━━ INPUT DATA
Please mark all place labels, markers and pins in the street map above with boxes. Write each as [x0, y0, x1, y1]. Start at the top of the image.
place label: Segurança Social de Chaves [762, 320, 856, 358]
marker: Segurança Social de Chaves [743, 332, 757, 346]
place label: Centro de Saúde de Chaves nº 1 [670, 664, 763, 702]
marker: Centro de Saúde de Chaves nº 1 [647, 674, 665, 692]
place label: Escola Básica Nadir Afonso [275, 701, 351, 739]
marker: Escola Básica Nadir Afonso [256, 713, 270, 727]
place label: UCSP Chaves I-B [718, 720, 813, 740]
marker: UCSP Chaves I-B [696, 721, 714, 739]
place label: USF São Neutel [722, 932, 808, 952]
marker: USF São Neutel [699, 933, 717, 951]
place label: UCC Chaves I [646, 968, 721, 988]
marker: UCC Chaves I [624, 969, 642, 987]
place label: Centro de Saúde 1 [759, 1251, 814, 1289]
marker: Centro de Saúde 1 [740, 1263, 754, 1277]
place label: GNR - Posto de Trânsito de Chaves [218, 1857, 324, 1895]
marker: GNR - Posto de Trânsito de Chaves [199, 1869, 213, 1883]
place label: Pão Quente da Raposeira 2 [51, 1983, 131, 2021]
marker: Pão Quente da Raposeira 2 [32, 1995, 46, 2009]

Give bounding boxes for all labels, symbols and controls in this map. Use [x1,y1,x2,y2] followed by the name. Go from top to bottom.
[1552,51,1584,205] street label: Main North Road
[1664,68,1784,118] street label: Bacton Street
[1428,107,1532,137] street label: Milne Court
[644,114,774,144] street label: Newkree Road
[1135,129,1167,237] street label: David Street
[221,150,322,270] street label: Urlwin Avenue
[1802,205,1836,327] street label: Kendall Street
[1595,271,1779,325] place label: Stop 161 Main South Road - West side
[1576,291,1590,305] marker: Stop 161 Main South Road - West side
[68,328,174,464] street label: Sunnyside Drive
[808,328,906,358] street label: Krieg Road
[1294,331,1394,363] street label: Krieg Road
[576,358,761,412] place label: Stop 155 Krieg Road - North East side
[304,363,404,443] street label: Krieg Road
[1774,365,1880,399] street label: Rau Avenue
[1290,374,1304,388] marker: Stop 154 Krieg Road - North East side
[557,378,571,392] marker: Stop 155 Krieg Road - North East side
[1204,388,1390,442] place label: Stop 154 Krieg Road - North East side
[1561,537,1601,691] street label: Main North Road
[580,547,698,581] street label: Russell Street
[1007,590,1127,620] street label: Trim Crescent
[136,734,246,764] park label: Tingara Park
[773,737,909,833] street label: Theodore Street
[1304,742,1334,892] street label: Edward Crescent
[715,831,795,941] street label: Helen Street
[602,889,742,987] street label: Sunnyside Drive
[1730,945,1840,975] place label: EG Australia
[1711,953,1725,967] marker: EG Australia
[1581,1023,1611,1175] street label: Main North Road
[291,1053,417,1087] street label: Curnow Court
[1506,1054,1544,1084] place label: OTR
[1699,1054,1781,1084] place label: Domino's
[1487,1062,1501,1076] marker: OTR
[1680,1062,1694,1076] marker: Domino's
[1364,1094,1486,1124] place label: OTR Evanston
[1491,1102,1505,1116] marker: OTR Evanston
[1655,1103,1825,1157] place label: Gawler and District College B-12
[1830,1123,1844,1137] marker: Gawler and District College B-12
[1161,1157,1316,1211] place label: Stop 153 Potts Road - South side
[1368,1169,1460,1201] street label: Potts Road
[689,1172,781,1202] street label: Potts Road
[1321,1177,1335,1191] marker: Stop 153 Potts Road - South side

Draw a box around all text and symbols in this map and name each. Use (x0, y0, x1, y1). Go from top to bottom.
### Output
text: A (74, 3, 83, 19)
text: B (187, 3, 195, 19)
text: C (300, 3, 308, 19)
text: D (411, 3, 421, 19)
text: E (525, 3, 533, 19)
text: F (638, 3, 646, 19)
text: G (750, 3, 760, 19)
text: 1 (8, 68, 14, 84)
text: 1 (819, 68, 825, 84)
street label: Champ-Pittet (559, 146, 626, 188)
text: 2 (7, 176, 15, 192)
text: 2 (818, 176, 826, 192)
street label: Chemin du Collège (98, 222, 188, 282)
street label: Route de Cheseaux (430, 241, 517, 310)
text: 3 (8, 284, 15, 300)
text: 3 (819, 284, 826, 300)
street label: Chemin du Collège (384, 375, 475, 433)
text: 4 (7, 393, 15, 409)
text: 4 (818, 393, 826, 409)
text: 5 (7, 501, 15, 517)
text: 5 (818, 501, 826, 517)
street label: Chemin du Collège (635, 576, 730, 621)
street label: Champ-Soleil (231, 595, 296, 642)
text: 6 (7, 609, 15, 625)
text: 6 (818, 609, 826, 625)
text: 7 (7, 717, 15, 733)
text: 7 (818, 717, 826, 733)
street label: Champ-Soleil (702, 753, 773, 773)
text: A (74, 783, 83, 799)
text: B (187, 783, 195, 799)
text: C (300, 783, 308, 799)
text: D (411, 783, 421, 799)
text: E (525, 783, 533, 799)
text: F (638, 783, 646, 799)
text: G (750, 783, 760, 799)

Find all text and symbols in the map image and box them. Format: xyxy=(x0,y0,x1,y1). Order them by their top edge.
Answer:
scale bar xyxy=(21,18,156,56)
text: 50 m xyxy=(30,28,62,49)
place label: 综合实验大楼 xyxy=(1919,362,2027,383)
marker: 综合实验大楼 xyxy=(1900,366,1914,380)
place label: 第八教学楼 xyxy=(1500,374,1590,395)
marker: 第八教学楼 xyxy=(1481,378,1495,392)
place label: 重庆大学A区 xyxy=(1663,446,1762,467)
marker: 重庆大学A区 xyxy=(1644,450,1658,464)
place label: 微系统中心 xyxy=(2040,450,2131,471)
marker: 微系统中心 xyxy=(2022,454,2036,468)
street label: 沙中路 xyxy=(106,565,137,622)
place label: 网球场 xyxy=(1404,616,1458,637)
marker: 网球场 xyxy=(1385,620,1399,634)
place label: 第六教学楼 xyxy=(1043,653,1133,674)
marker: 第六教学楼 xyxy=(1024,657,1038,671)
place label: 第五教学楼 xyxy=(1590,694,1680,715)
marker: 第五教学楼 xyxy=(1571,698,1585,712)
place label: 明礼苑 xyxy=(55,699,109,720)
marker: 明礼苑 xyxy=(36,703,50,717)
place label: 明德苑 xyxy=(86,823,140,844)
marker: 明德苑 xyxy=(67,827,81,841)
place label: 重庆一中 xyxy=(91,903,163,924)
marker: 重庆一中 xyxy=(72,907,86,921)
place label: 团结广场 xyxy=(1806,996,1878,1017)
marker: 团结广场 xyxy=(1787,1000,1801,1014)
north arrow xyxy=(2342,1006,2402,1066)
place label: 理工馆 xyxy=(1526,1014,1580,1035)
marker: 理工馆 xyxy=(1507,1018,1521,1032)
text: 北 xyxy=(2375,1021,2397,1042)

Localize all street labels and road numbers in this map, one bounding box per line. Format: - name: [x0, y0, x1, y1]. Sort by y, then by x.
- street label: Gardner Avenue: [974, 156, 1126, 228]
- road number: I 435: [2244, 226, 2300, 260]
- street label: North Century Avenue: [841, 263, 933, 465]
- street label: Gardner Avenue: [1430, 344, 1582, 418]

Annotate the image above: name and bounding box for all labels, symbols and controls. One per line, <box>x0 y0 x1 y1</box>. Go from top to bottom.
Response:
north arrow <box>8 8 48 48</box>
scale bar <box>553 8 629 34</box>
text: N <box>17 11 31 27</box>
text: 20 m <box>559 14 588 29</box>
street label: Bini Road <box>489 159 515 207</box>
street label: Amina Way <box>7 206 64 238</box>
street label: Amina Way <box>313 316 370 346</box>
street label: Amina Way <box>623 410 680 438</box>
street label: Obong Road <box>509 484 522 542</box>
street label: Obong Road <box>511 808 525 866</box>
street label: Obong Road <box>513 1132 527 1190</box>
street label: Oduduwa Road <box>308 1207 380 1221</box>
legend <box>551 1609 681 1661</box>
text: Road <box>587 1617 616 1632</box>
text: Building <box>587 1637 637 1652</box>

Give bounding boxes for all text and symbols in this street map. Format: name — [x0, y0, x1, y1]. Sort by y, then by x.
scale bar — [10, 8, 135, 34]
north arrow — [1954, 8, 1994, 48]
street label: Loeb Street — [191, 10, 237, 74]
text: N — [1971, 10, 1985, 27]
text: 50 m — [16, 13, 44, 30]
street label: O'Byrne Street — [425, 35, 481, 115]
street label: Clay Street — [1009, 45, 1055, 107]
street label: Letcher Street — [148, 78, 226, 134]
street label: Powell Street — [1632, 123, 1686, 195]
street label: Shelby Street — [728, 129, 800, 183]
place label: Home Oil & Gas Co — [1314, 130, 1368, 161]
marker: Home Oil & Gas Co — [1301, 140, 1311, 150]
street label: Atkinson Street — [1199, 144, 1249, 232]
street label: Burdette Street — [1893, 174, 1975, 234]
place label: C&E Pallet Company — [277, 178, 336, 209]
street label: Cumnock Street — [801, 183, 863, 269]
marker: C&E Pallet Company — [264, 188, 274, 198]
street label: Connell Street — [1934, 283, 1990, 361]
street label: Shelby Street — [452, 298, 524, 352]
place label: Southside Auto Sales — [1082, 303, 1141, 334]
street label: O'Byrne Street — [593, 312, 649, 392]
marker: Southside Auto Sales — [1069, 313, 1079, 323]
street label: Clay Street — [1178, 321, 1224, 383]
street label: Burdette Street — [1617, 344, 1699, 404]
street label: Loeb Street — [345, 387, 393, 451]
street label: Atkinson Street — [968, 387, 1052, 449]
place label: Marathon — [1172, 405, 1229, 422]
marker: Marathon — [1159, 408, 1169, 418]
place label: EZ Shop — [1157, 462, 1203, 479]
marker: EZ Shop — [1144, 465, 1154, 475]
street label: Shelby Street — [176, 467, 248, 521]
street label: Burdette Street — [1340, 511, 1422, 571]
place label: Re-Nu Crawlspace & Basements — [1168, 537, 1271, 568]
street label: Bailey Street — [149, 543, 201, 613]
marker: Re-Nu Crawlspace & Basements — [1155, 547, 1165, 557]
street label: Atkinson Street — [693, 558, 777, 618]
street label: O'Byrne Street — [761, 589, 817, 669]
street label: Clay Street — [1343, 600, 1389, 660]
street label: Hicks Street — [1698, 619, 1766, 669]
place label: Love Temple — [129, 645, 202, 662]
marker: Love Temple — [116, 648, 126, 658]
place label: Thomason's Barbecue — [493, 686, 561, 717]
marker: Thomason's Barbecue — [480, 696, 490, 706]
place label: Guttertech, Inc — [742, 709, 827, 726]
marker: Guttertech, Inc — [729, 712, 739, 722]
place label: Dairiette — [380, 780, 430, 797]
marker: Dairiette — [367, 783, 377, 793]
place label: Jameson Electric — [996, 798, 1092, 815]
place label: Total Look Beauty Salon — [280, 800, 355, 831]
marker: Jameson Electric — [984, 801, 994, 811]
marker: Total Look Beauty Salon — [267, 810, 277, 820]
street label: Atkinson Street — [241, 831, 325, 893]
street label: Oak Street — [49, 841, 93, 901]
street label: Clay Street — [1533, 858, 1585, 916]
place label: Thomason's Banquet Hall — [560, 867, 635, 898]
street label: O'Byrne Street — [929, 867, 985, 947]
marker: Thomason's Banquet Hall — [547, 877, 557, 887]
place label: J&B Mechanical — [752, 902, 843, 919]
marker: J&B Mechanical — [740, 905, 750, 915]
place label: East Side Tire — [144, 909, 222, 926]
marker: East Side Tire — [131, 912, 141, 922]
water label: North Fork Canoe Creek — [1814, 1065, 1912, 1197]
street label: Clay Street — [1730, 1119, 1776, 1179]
━━━━
EXERCISE BRIEF —
Every line above from the line with "Localize all street" to the line with "Annotate the image" is wanted, ends included; write them out exactly and add no other line.

RESULT —
Localize all street labels and road numbers in this map, one bounding box per line. Format: - name: [x0, y0, x1, y1]. Sort by y, then by x.
- street label: Gardner Avenue: [974, 156, 1126, 228]
- road number: I 435: [2244, 226, 2300, 260]
- street label: North Century Avenue: [841, 263, 933, 465]
- street label: Gardner Avenue: [1430, 344, 1582, 418]

Annotate the image above: name and bounding box for all labels, symbols and controls. One per line, <box>x0 y0 x1 y1</box>. Go from top to bottom.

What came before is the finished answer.